The ex-veep did release a statement hailing the operation as "a tremendous achievement for the military and intelligence professionals who carried out this important mission. Their tireless work since 9/11 has made this achievement possible, and enabled us to capture or kill thousands of al Qaeda terrorists and many of their leaders." (Cheney did not rush into the debate over whether enhanced interrogation techniques—or torture—had yielded the intelligence nuggets that led to Obama's comfortable whereabouts.)

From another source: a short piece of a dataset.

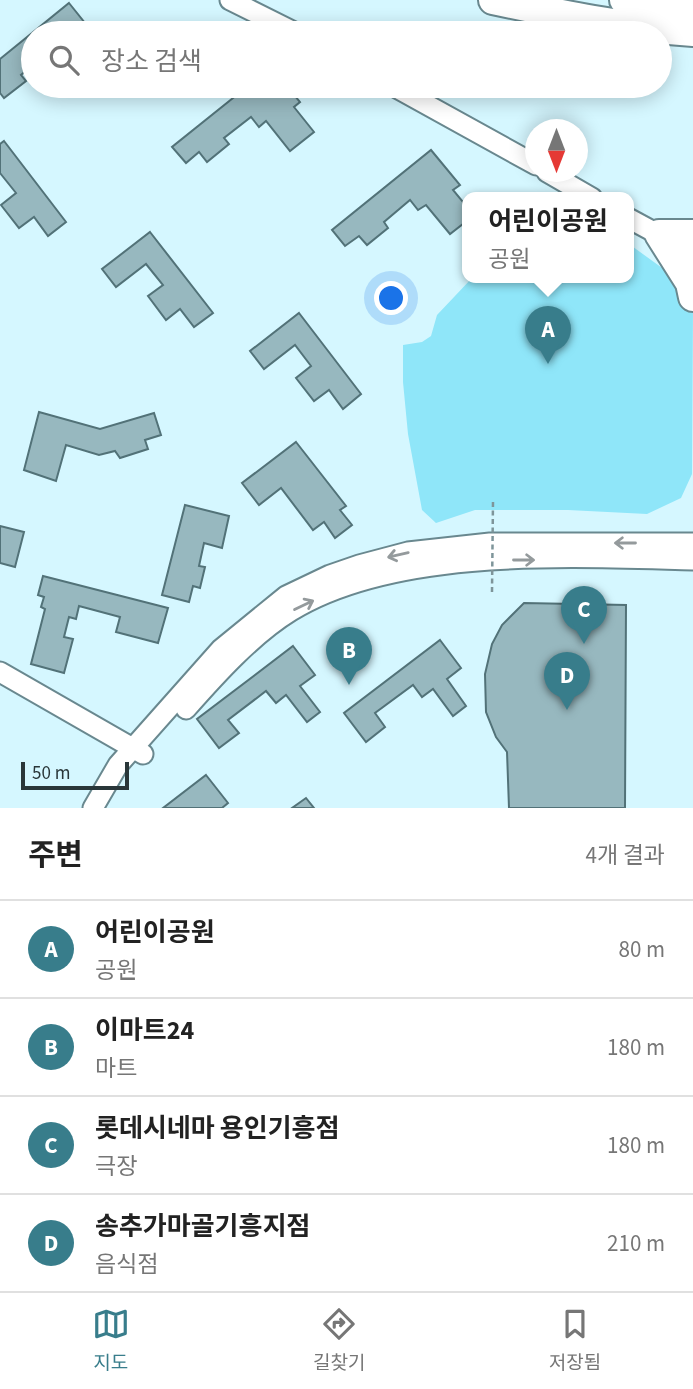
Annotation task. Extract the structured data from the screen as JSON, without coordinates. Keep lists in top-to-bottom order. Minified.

Almost as an aside, in that statement, Cheney added one line about the president, "I also want to congratulate President Obama and the members of his national security team." But there was, of course, no reference to Cheney's past criticism of Obama and no recognition that Obama had, if only in this episode, performed ably as commander in chief. After all, any such acknowledgment, however slight, would undermine over two years of Cheney's Obama-bashing.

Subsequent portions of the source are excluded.